Stored entries:
▬▬▬▬▬▬▬▬▬▬

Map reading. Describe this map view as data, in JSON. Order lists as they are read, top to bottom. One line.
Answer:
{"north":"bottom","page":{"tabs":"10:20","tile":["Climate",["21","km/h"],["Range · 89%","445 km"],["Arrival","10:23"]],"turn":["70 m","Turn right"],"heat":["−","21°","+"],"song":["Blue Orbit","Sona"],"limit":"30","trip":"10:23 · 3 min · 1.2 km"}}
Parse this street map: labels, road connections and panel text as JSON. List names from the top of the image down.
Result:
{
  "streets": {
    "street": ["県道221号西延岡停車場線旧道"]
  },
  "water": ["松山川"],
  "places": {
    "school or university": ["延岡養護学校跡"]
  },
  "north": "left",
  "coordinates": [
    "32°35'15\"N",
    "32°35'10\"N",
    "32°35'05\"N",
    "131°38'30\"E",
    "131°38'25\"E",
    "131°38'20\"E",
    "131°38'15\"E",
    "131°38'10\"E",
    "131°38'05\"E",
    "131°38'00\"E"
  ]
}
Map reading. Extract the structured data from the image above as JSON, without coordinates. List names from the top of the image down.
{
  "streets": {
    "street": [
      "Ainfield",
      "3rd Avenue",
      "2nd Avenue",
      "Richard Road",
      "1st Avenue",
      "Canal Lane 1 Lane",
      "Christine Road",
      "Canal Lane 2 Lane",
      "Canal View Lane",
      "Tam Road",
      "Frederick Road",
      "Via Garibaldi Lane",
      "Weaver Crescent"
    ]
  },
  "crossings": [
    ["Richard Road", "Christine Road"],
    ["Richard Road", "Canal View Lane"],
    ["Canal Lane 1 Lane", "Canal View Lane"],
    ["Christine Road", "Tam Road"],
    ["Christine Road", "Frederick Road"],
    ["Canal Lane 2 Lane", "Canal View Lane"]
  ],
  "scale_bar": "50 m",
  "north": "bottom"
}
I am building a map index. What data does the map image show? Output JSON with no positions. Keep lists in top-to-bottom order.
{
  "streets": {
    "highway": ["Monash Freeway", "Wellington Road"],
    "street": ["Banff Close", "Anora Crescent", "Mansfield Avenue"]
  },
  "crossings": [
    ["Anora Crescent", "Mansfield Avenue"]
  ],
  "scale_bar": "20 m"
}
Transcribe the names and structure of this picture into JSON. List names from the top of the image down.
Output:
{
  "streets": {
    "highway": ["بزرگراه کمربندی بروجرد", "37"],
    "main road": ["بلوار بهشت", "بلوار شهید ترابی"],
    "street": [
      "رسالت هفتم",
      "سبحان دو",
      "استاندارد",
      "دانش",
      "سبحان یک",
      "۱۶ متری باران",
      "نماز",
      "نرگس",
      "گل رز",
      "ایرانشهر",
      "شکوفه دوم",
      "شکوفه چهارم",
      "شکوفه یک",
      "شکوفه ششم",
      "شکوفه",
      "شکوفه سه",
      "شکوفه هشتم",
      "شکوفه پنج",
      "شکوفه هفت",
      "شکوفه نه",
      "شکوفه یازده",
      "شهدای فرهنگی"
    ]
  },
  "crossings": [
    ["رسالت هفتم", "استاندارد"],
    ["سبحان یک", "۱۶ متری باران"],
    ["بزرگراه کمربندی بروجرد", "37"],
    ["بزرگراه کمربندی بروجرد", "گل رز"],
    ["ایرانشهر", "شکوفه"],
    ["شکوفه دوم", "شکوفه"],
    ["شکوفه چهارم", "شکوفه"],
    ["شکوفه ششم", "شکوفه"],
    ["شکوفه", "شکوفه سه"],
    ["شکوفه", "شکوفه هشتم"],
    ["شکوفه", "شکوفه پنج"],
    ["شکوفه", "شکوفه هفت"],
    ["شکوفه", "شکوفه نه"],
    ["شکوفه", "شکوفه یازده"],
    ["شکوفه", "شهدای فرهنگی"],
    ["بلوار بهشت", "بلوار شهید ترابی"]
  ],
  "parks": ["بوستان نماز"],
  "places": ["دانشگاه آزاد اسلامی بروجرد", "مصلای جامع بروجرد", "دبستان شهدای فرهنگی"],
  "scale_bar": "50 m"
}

▬▬▬▬▬▬▬▬▬▬

* [EXERCISE]
Retype the data in full, precisely as given.

* [EXERCISE RESULT]
Map reading. Describe this map view as data, in JSON. Order lists as they are read, top to bottom. One line.
Answer:
{"north":"bottom","page":{"tabs":"10:20","tile":["Climate",["21","km/h"],["Range · 89%","445 km"],["Arrival","10:23"]],"turn":["70 m","Turn right"],"heat":["−","21°","+"],"song":["Blue Orbit","Sona"],"limit":"30","trip":"10:23 · 3 min · 1.2 km"}}
Parse this street map: labels, road connections and panel text as JSON. List names from the top of the image down.
Result:
{
  "streets": {
    "street": ["県道221号西延岡停車場線旧道"]
  },
  "water": ["松山川"],
  "places": {
    "school or university": ["延岡養護学校跡"]
  },
  "north": "left",
  "coordinates": [
    "32°35'15\"N",
    "32°35'10\"N",
    "32°35'05\"N",
    "131°38'30\"E",
    "131°38'25\"E",
    "131°38'20\"E",
    "131°38'15\"E",
    "131°38'10\"E",
    "131°38'05\"E",
    "131°38'00\"E"
  ]
}
Map reading. Extract the structured data from the image above as JSON, without coordinates. List names from the top of the image down.
{
  "streets": {
    "street": [
      "Ainfield",
      "3rd Avenue",
      "2nd Avenue",
      "Richard Road",
      "1st Avenue",
      "Canal Lane 1 Lane",
      "Christine Road",
      "Canal Lane 2 Lane",
      "Canal View Lane",
      "Tam Road",
      "Frederick Road",
      "Via Garibaldi Lane",
      "Weaver Crescent"
    ]
  },
  "crossings": [
    ["Richard Road", "Christine Road"],
    ["Richard Road", "Canal View Lane"],
    ["Canal Lane 1 Lane", "Canal View Lane"],
    ["Christine Road", "Tam Road"],
    ["Christine Road", "Frederick Road"],
    ["Canal Lane 2 Lane", "Canal View Lane"]
  ],
  "scale_bar": "50 m",
  "north": "bottom"
}
I am building a map index. What data does the map image show? Output JSON with no positions. Keep lists in top-to-bottom order.
{
  "streets": {
    "highway": ["Monash Freeway", "Wellington Road"],
    "street": ["Banff Close", "Anora Crescent", "Mansfield Avenue"]
  },
  "crossings": [
    ["Anora Crescent", "Mansfield Avenue"]
  ],
  "scale_bar": "20 m"
}
Transcribe the names and structure of this picture into JSON. List names from the top of the image down.
Output:
{
  "streets": {
    "highway": ["بزرگراه کمربندی بروجرد", "37"],
    "main road": ["بلوار بهشت", "بلوار شهید ترابی"],
    "street": [
      "رسالت هفتم",
      "سبحان دو",
      "استاندارد",
      "دانش",
      "سبحان یک",
      "۱۶ متری باران",
      "نماز",
      "نرگس",
      "گل رز",
      "ایرانشهر",
      "شکوفه دوم",
      "شکوفه چهارم",
      "شکوفه یک",
      "شکوفه ششم",
      "شکوفه",
      "شکوفه سه",
      "شکوفه هشتم",
      "شکوفه پنج",
      "شکوفه هفت",
      "شکوفه نه",
      "شکوفه یازده",
      "شهدای فرهنگی"
    ]
  },
  "crossings": [
    ["رسالت هفتم", "استاندارد"],
    ["سبحان یک", "۱۶ متری باران"],
    ["بزرگراه کمربندی بروجرد", "37"],
    ["بزرگراه کمربندی بروجرد", "گل رز"],
    ["ایرانشهر", "شکوفه"],
    ["شکوفه دوم", "شکوفه"],
    ["شکوفه چهارم", "شکوفه"],
    ["شکوفه ششم", "شکوفه"],
    ["شکوفه", "شکوفه سه"],
    ["شکوفه", "شکوفه هشتم"],
    ["شکوفه", "شکوفه پنج"],
    ["شکوفه", "شکوفه هفت"],
    ["شکوفه", "شکوفه نه"],
    ["شکوفه", "شکوفه یازده"],
    ["شکوفه", "شهدای فرهنگی"],
    ["بلوار بهشت", "بلوار شهید ترابی"]
  ],
  "parks": ["بوستان نماز"],
  "places": ["دانشگاه آزاد اسلامی بروجرد", "مصلای جامع بروجرد", "دبستان شهدای فرهنگی"],
  "scale_bar": "50 m"
}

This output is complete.